Donnerstag, 10:12 Uhr

Beziehungsspiele

Wenn zwei sich streiten …

Manche Mutter versteht sich mit ihrer Tochter ausgezeichnet, solange die beiden allein sind. Ist jedoch der Vater in der Nähe, ist die junge Dame wie ausgewechselt und hat ständig Reibereien mit der Mutter. Der Vater ist manchmal genervt. Mitunter erlebt er sich aber auch als „Hahn im Korb“, wenn die beiden um seine Sympathie konkurrieren.
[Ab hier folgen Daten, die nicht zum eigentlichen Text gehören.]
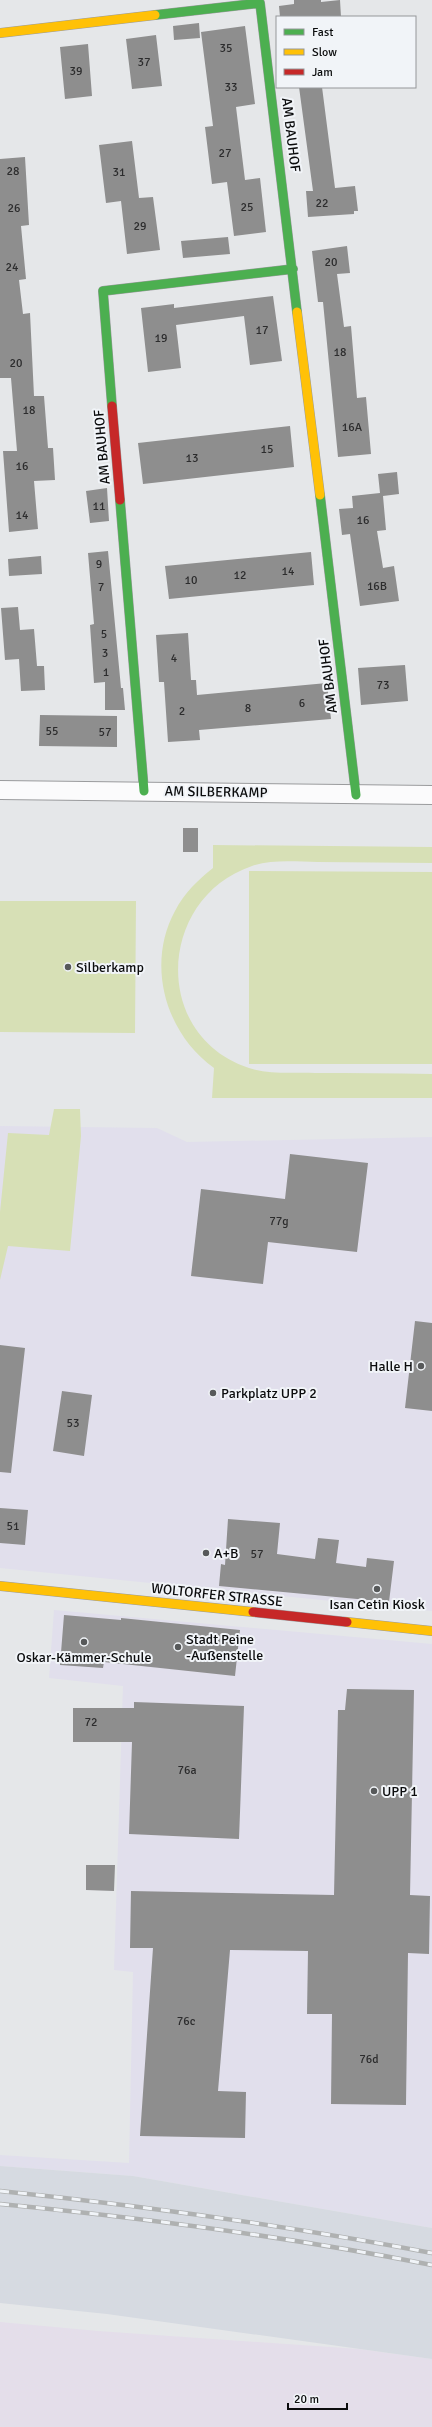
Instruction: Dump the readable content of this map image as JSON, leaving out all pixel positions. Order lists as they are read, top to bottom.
{
  "streets": {
    "street": ["AM BAUHOF", "AM SILBERKAMP", "WOLTORFER STRASSE"]
  },
  "crossings": [
    ["AM BAUHOF", "AM SILBERKAMP"]
  ],
  "places": [
    "Silberkamp",
    "Halle H",
    "Parkplatz UPP 2",
    "A+B",
    "Isan Cetin Kiosk",
    "Oskar-Kämmer-Schule",
    "Stadt Peine -Außenstelle",
    "UPP 1"
  ],
  "house_numbers": [
    "35",
    "37",
    "39",
    "33",
    "27",
    "28",
    "31",
    "22",
    "25",
    "26",
    "29",
    "20",
    "24",
    "17",
    "19",
    "18",
    "20",
    "18",
    "16A",
    "15",
    "13",
    "16",
    "11",
    "14",
    "16",
    "9",
    "14",
    "12",
    "10",
    "16B",
    "7",
    "5",
    "3",
    "4",
    "1",
    "73",
    "6",
    "8",
    "2",
    "55",
    "57",
    "77g",
    "53",
    "51",
    "57",
    "72",
    "76a",
    "76c",
    "76d"
  ],
  "legend": ["Fast", "Slow", "Jam"],
  "scale_bar": "20 m"
}
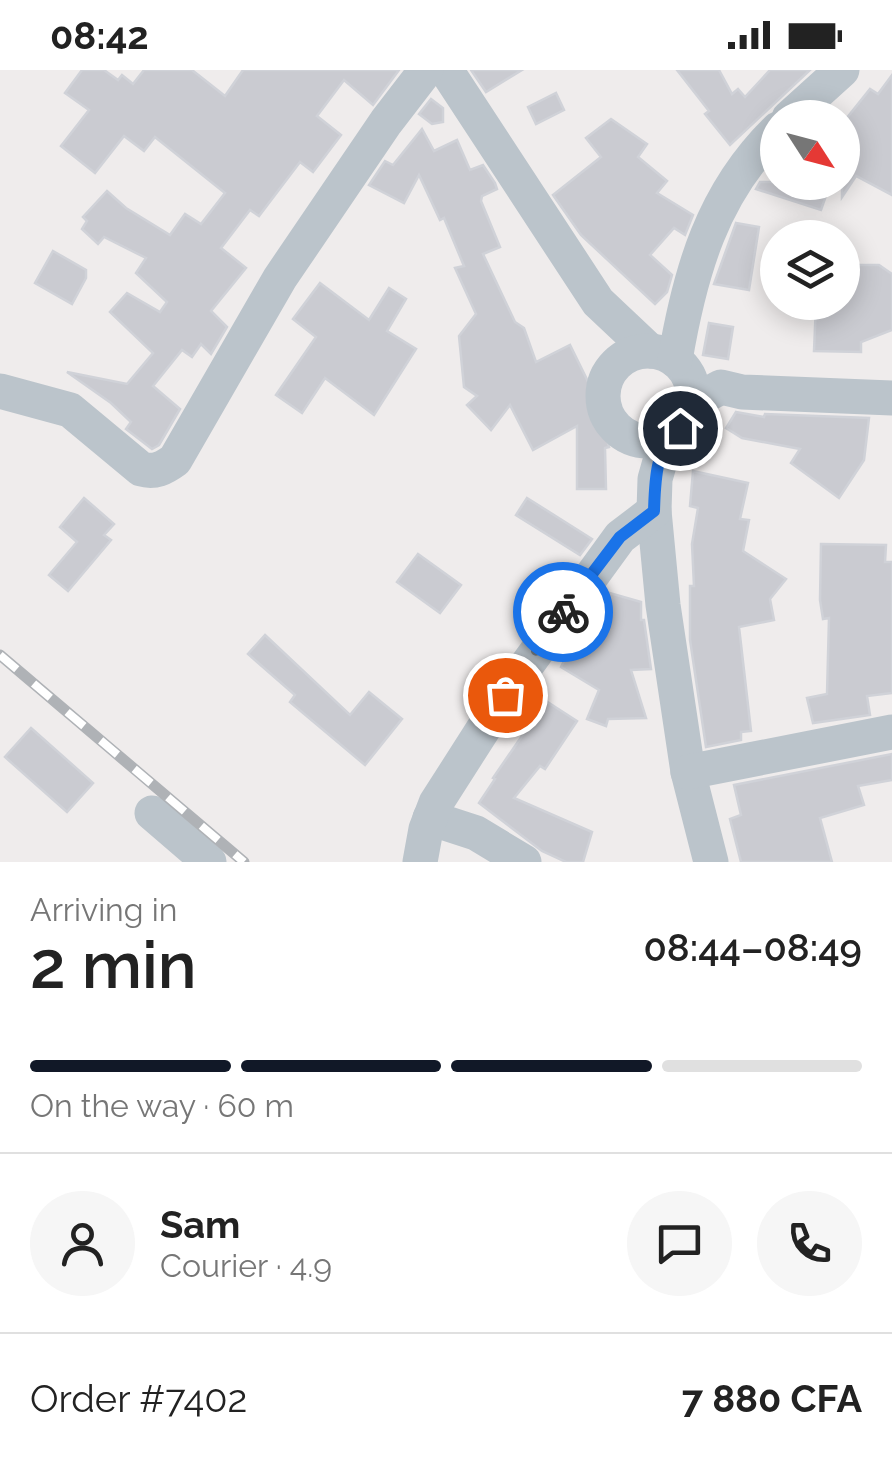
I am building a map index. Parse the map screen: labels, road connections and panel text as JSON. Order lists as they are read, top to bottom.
{
  "north": "bottom right",
  "page": {
    "status": "08:42",
    "heading": ["2 min", "Arriving in", "08:44–08:49"],
    "panel": [
      "Sam",
      "Courier · 4.9",
      "Order #7402",
      "7 880 CFA"
    ],
    "bar": "On the way · 60 m"
  }
}
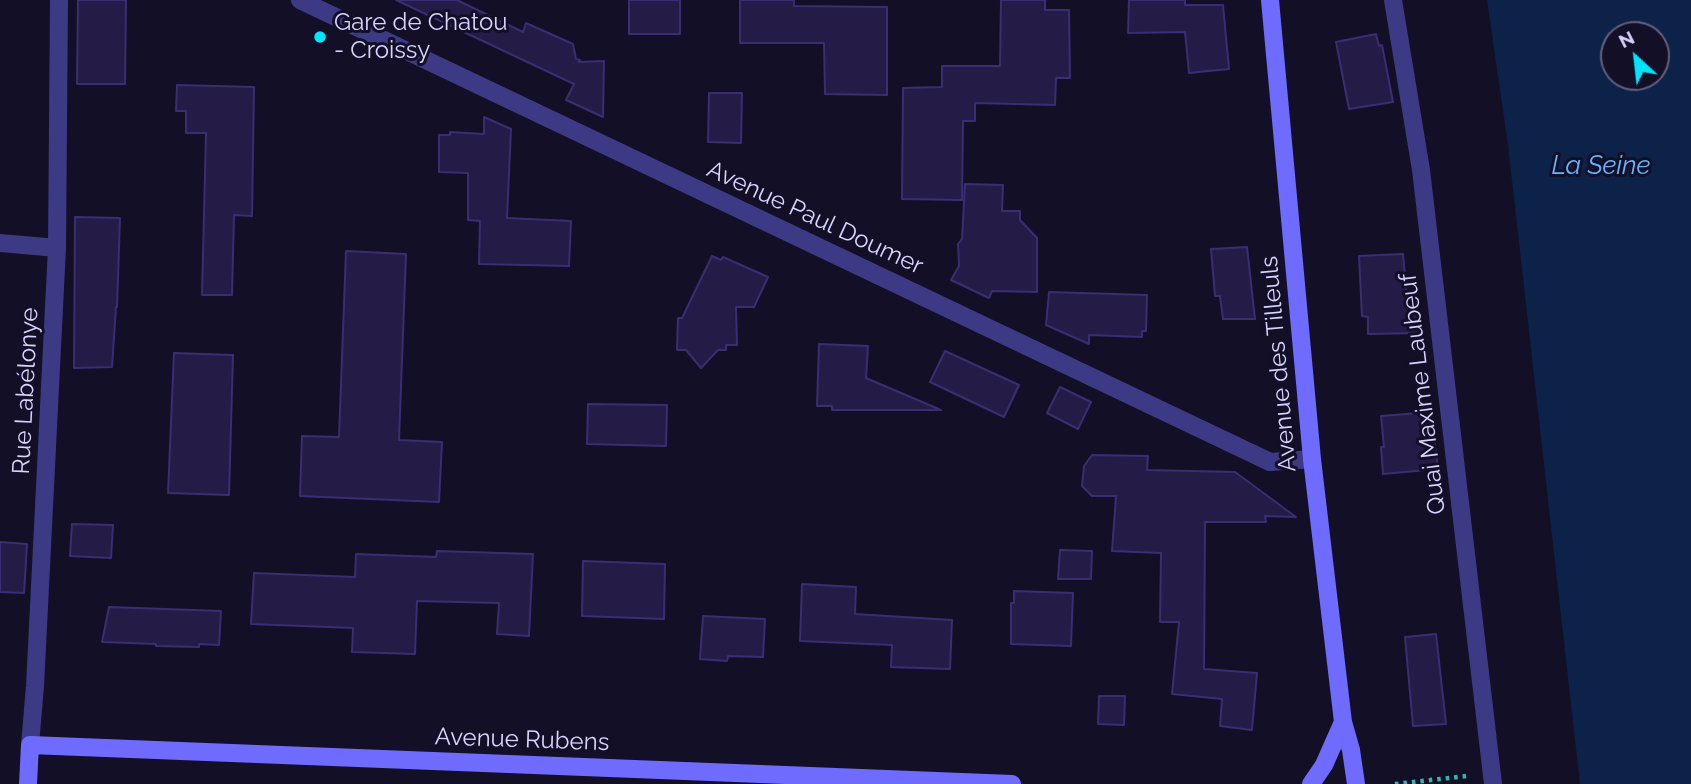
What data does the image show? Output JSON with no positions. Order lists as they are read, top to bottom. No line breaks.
{"streets":{"main road":["Avenue des Tilleuls","Rue Labélonye","Avenue Rubens"],"street":["Avenue Paul Doumer","Quai Maxime Laubeuf"]},"crossings":[["Avenue Paul Doumer","Avenue des Tilleuls"],["Rue Labélonye","Avenue Rubens"]],"water":["La Seine"],"places":["Gare de Chatou - Croissy"],"north":"top left"}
Der Vater sei zu streng mit dem Sohn, meint eine andere Mutter. Sie neigt deshalb dazu, ihn zu beschützen. Der Vater hat den Eindruck, die beiden steckten unter einer Decke und drängten ihn in die Rolle des ewigen Störenfrieds. Soll er sich schmollend zurückziehen – oder sind Klärung und Auseinandersetzung nötig? Vater, Mutter und Kind – das lässt viele Möglichkeiten des Zusammenspiels zu. Zum Beispiel: „Wer ist die nettere, beliebtere?“ „Wir zwei kommen gut klar miteinander, ein Dritter stört nur.“ Gerade die verschiedenen Konstellationen und Rollen, in denen sich Kinder und Eltern erleben können, machen das Leben in der Familie zu einem wichtigen Übungs- und Lernfeld für erwünschte und nicht erwünschte Formen des Zusammenspiels.
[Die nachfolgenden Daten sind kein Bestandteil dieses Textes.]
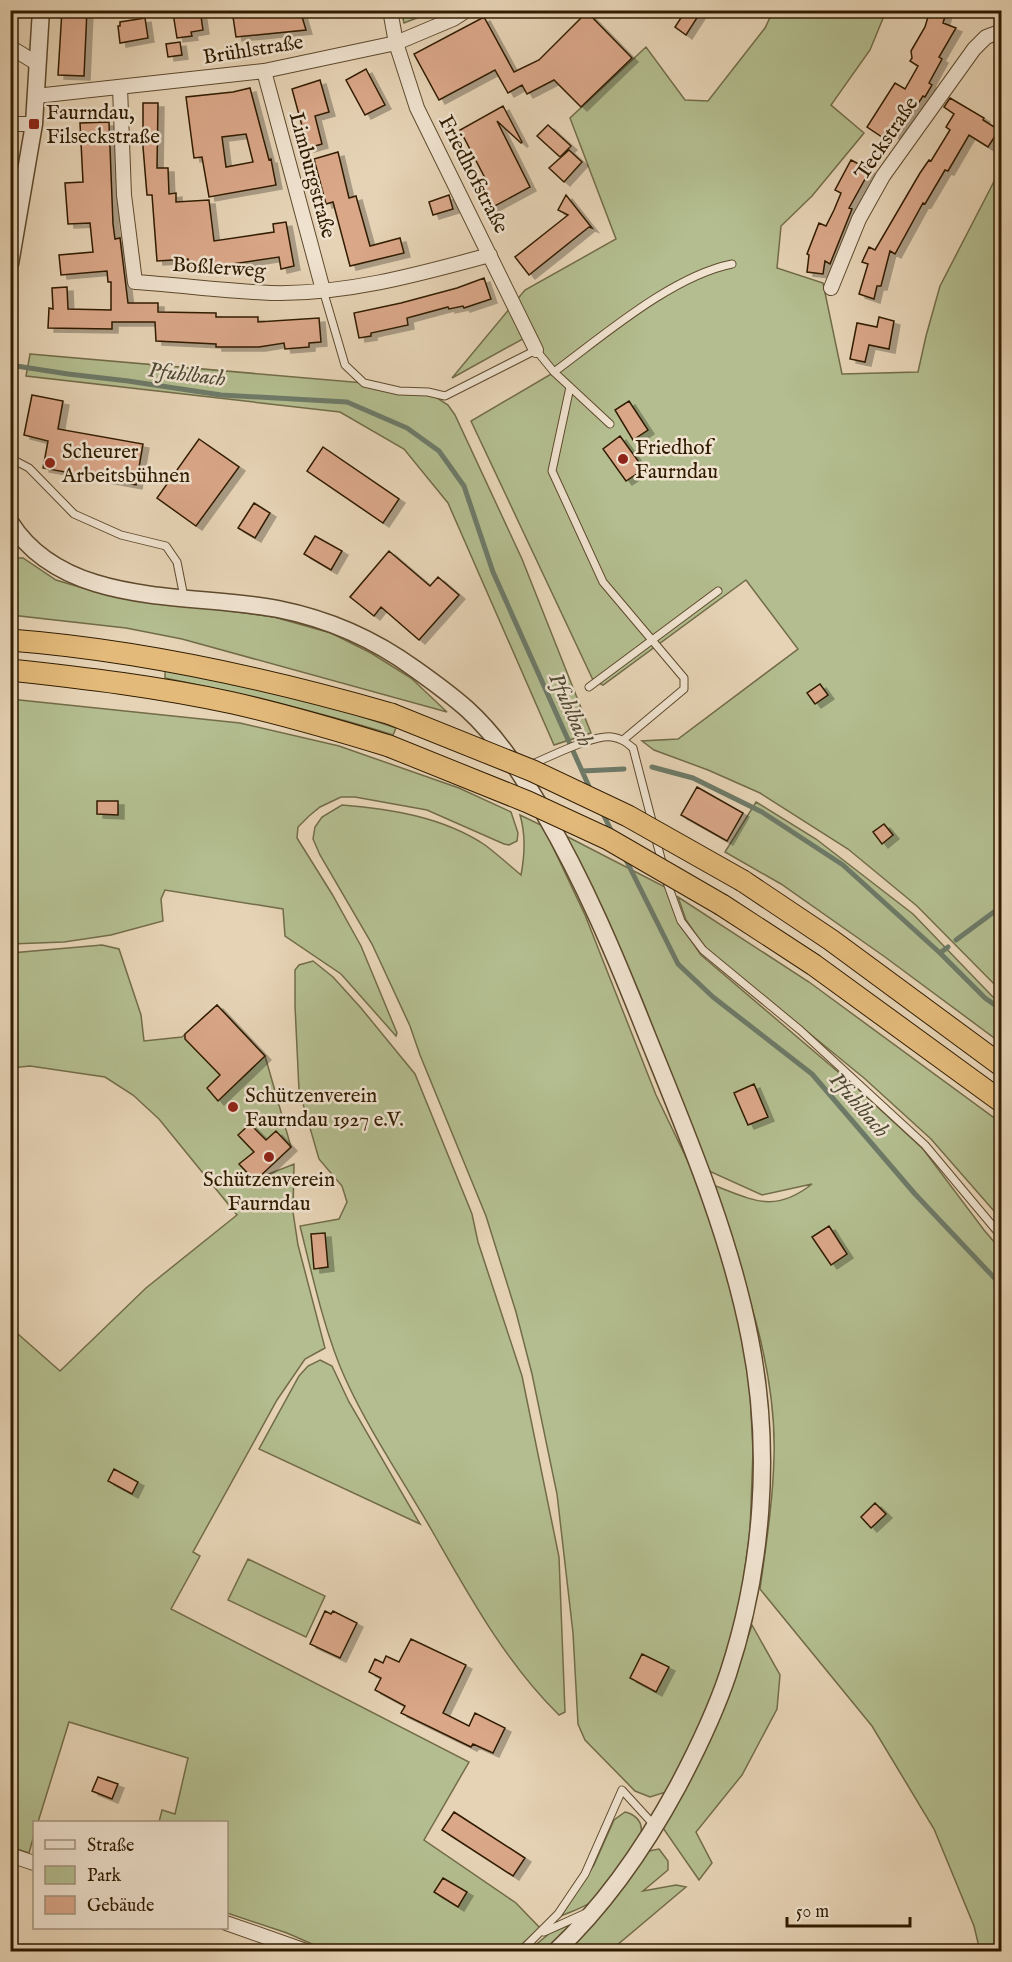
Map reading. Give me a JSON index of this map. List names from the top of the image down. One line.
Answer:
{"streets":{"street":["Brühlstraße","Teckstraße","Friedhofstraße","Limburgstraße","Boßlerweg"]},"crossings":[["Brühlstraße","Friedhofstraße"],["Brühlstraße","Limburgstraße"],["Brühlstraße","Boßlerweg"],["Friedhofstraße","Boßlerweg"],["Limburgstraße","Boßlerweg"]],"water":["Pfuhlbach"],"places":{"transit":["Faurndau, Filseckstraße"],"other":["Friedhof Faurndau","Scheurer Arbeitsbühnen","Schützenverein Faurndau 1927 e.V.","Schützenverein Faurndau"]},"legend":["Straße","Park","Gebäude"],"scale_bar":"50 m"}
Damit das Zusammenleben klappt und eine gute Vorbereitung auf das Leben außerhalb der Familie wird, haben sich einige Spielregeln bewährt:

  • Alle gehören zusammen und sorgen füreinander. Trotzdem ist jeder ein eigener Mensch, hat ein Recht auf seine Meinung, aber auch seine persönliche Verantwortung. Wenn zum Beispiel das Verhalten des Kindes von Lehrern oder anderen „Fremden“ kritisiert wird, geht es um das Kind – und die übrigen Familienmitglieder müssen sich nicht automatisch mit angegriffen fühlen.
  • Eltern und Kinder trennt eine Generationengrenze: Kinder können nicht in dem Sinn Partner oder Freunde der Eltern sein, wie die es füreinander oder für andere Erwachsene sein können. Bei Konflikten zwischen den Eltern dürfen die Kinder nicht als Schiedsrichter, Schlichter oder Tröster benutzt werden.
  • Kommt es einmal zu wirklich schwierigen  Situationen und Enttäuschungen innerhalb der Familie, ist es Aufgabe der Erwachsenen, wieder Durchblick zu gewinnen, die Kinder zu verstehen und für sie zu sorgen – und nicht so zu tun, als könnten diese genauso vernünftig sein wie die Erwachsenen.
  • Oft ist es für die Erwachsenen sinnvoll, sich ganz bewusst zu fragen, wann sie ganz persönlich als Mann und Frau handeln, oder sich als Paar gegenüber den Kindern auch einmal abzugrenzen.

Wenn die Rollen der Eltern und Kinder grundsätzlich klar sind und nicht vermischt werden, dann dürfen Mutter oder Vater auch einmal „kindisch“ sein. Und Kinder können kluge Einsichten und Einfälle „wie ein Alter“ haben und damit Anstöße für das Leben der ganzen Familie geben.